Exercise instructions: Transcribe all of the data exactly. Images stay out.

*** Records for processing ***

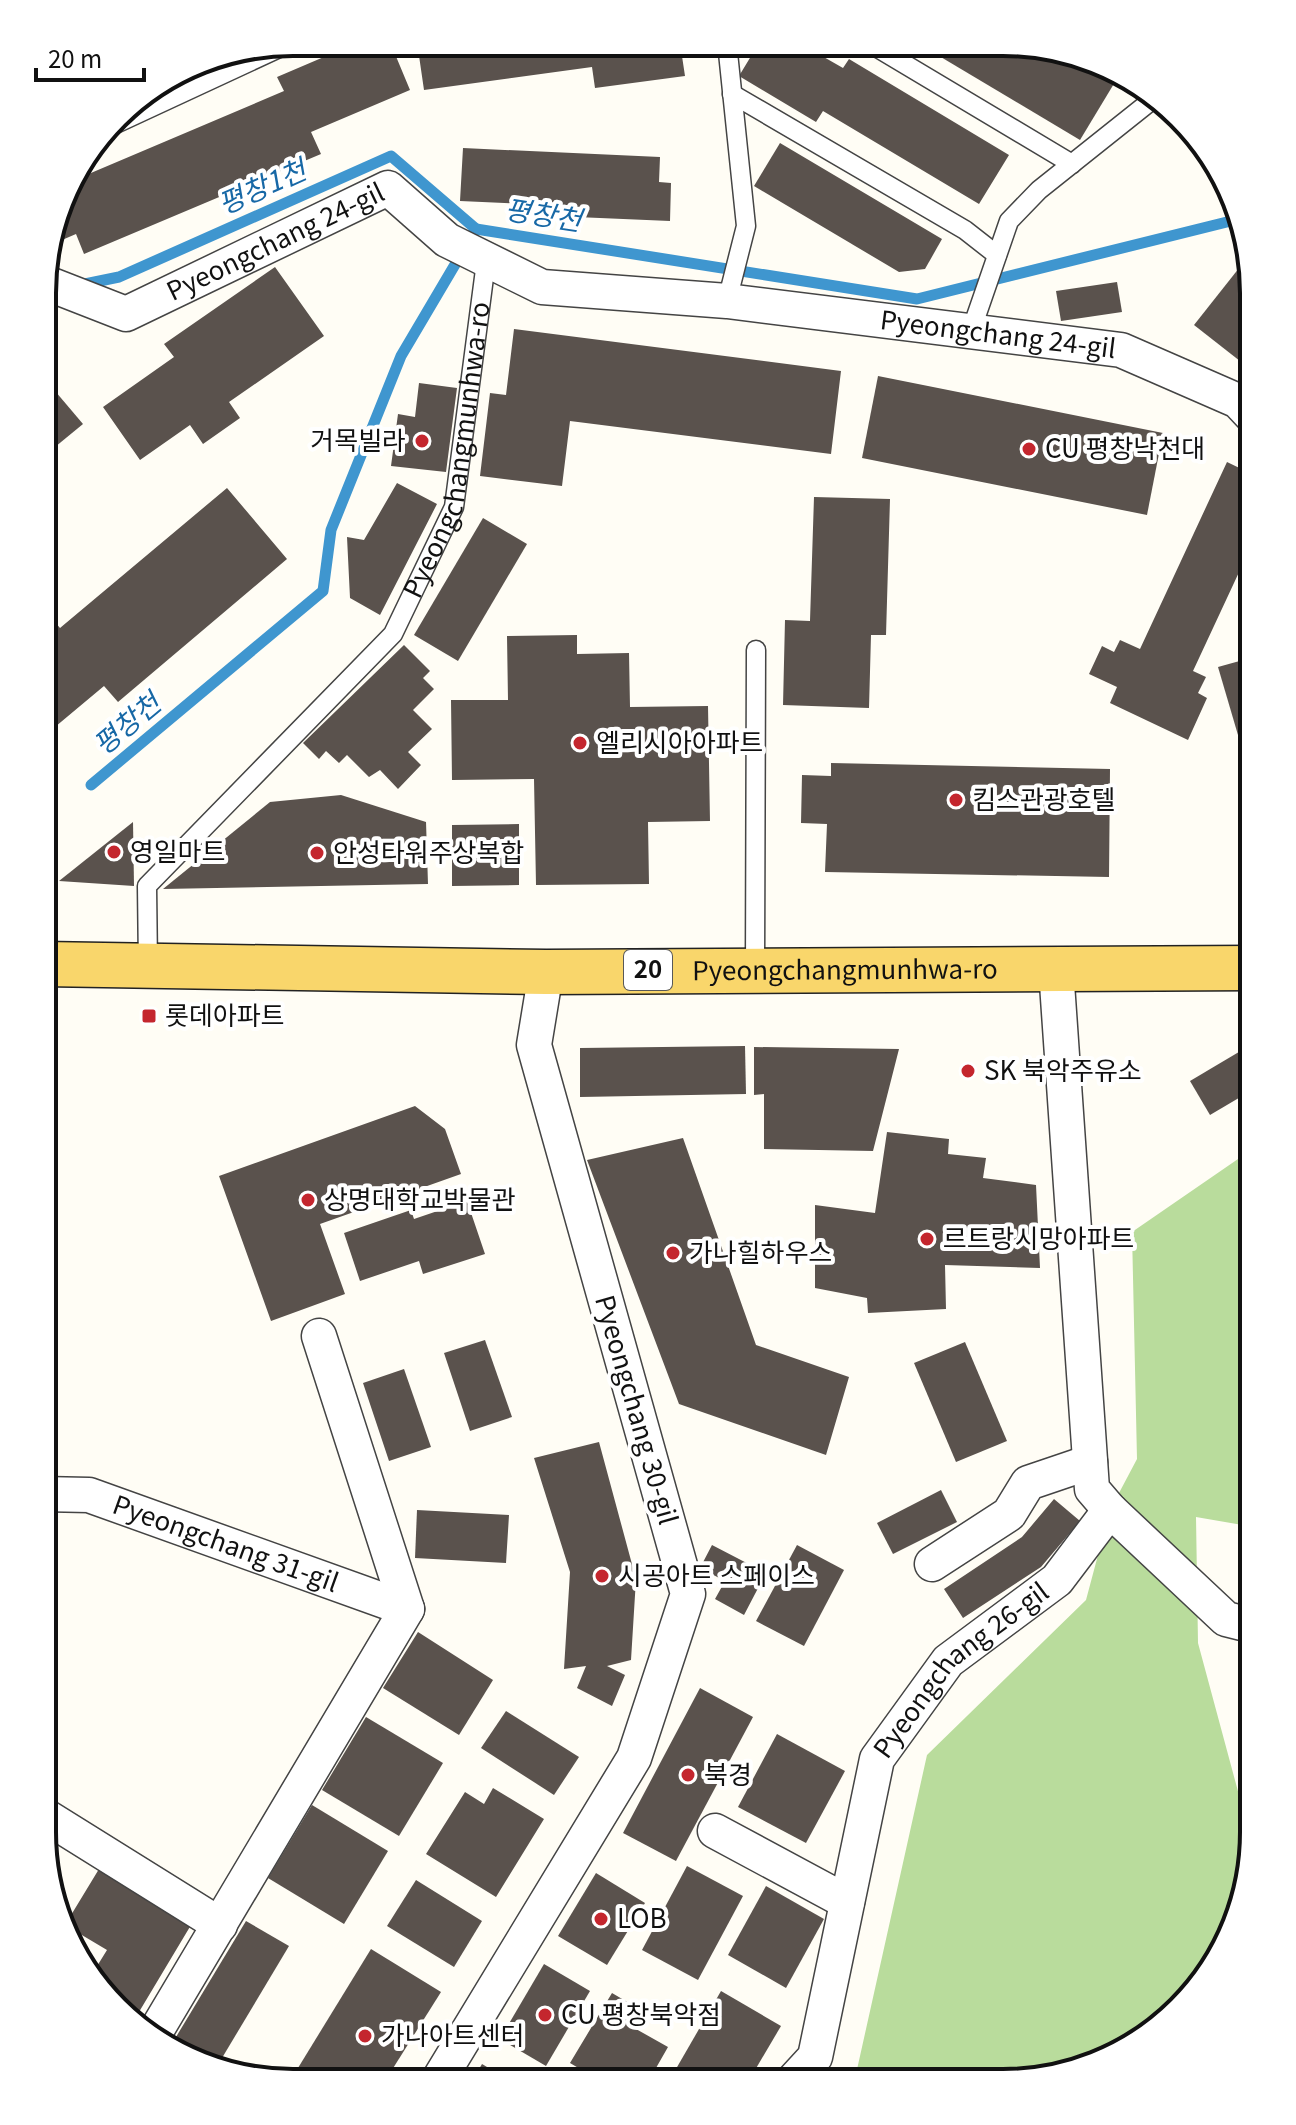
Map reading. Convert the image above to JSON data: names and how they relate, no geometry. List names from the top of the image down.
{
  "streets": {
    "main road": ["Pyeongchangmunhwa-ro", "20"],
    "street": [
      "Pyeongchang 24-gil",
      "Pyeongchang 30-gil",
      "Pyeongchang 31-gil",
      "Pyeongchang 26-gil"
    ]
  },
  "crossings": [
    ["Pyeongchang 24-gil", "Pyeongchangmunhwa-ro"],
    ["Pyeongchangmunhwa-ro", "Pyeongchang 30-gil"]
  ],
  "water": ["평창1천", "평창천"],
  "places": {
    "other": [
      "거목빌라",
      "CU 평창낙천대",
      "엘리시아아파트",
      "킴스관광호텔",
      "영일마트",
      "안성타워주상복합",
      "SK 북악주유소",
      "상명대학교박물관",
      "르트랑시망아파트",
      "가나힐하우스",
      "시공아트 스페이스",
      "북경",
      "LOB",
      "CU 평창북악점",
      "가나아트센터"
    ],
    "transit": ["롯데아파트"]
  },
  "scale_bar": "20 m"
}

*** End of Records for processing ***

Solution to the problem:
Map reading. Convert the image above to JSON data: names and how they relate, no geometry. List names from the top of the image down.
{
  "streets": {
    "main road": ["Pyeongchangmunhwa-ro", "20"],
    "street": [
      "Pyeongchang 24-gil",
      "Pyeongchang 30-gil",
      "Pyeongchang 31-gil",
      "Pyeongchang 26-gil"
    ]
  },
  "crossings": [
    ["Pyeongchang 24-gil", "Pyeongchangmunhwa-ro"],
    ["Pyeongchangmunhwa-ro", "Pyeongchang 30-gil"]
  ],
  "water": ["평창1천", "평창천"],
  "places": {
    "other": [
      "거목빌라",
      "CU 평창낙천대",
      "엘리시아아파트",
      "킴스관광호텔",
      "영일마트",
      "안성타워주상복합",
      "SK 북악주유소",
      "상명대학교박물관",
      "르트랑시망아파트",
      "가나힐하우스",
      "시공아트 스페이스",
      "북경",
      "LOB",
      "CU 평창북악점",
      "가나아트센터"
    ],
    "transit": ["롯데아파트"]
  },
  "scale_bar": "20 m"
}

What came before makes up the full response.